TASK INSTRUCTIONS: Output all of the data below without changing a word, and exclude the pictures.
----- AVAILABLE DATA -----
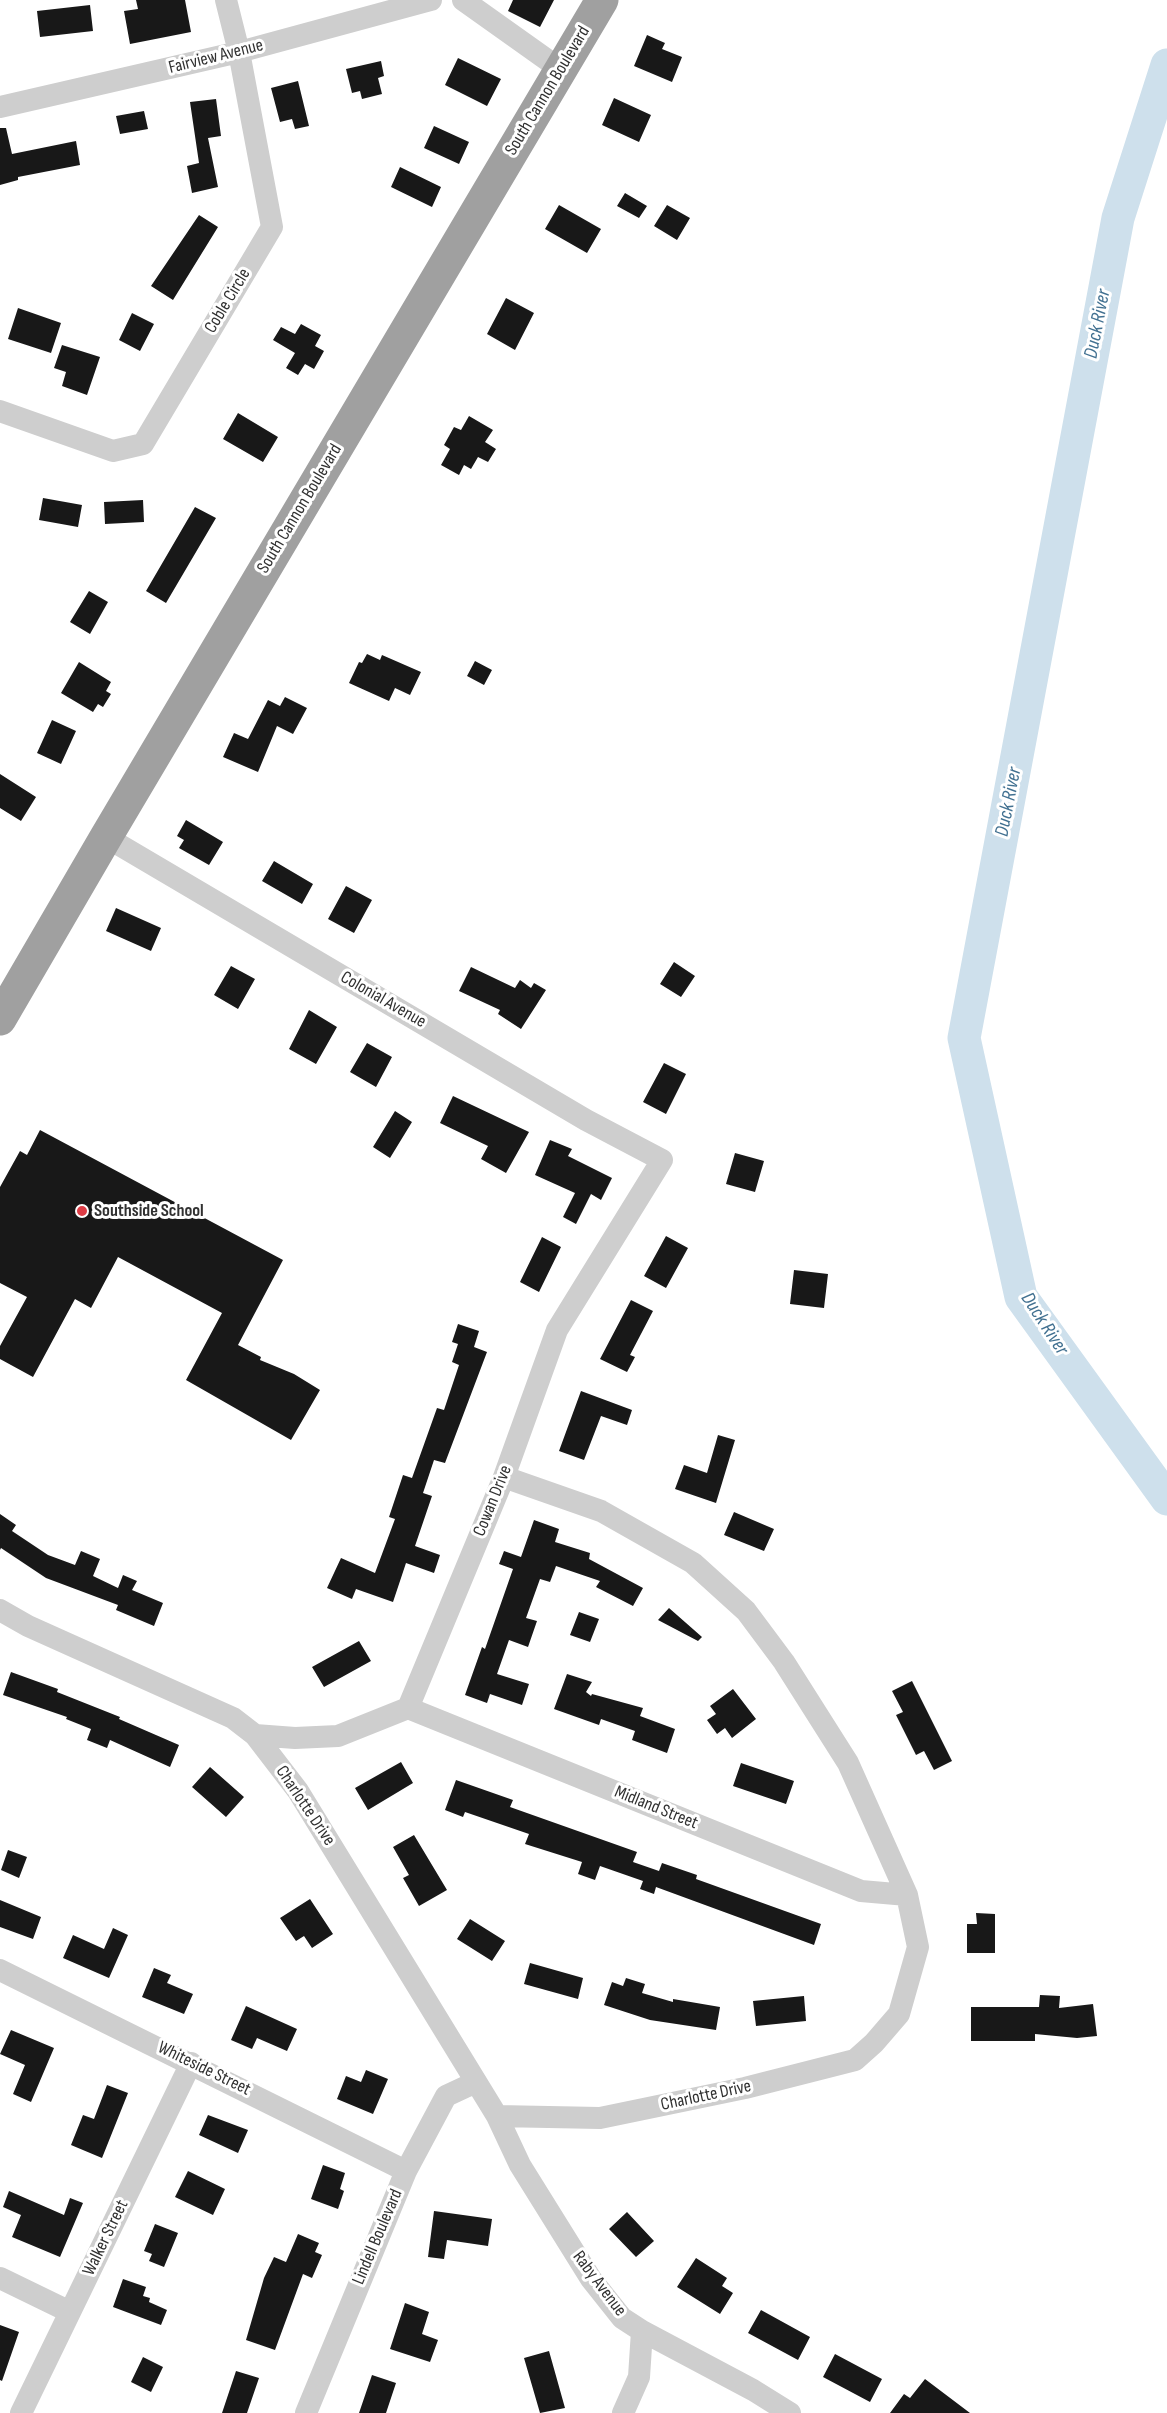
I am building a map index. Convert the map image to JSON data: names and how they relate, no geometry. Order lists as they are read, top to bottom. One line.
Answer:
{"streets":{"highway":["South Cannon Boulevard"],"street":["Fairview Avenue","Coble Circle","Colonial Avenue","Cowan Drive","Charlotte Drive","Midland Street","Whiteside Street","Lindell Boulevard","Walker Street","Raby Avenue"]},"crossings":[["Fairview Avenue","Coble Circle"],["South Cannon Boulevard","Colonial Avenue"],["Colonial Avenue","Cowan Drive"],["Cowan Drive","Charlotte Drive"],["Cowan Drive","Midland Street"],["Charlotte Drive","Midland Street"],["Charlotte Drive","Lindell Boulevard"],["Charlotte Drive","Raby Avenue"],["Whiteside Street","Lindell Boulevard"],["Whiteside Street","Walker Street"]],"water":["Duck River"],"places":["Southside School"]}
-----
SOLVED PROBLEM:
I am building a map index. Convert the map image to JSON data: names and how they relate, no geometry. Order lists as they are read, top to bottom. One line.
Answer:
{"streets":{"highway":["South Cannon Boulevard"],"street":["Fairview Avenue","Coble Circle","Colonial Avenue","Cowan Drive","Charlotte Drive","Midland Street","Whiteside Street","Lindell Boulevard","Walker Street","Raby Avenue"]},"crossings":[["Fairview Avenue","Coble Circle"],["South Cannon Boulevard","Colonial Avenue"],["Colonial Avenue","Cowan Drive"],["Cowan Drive","Charlotte Drive"],["Cowan Drive","Midland Street"],["Charlotte Drive","Midland Street"],["Charlotte Drive","Lindell Boulevard"],["Charlotte Drive","Raby Avenue"],["Whiteside Street","Lindell Boulevard"],["Whiteside Street","Walker Street"]],"water":["Duck River"],"places":["Southside School"]}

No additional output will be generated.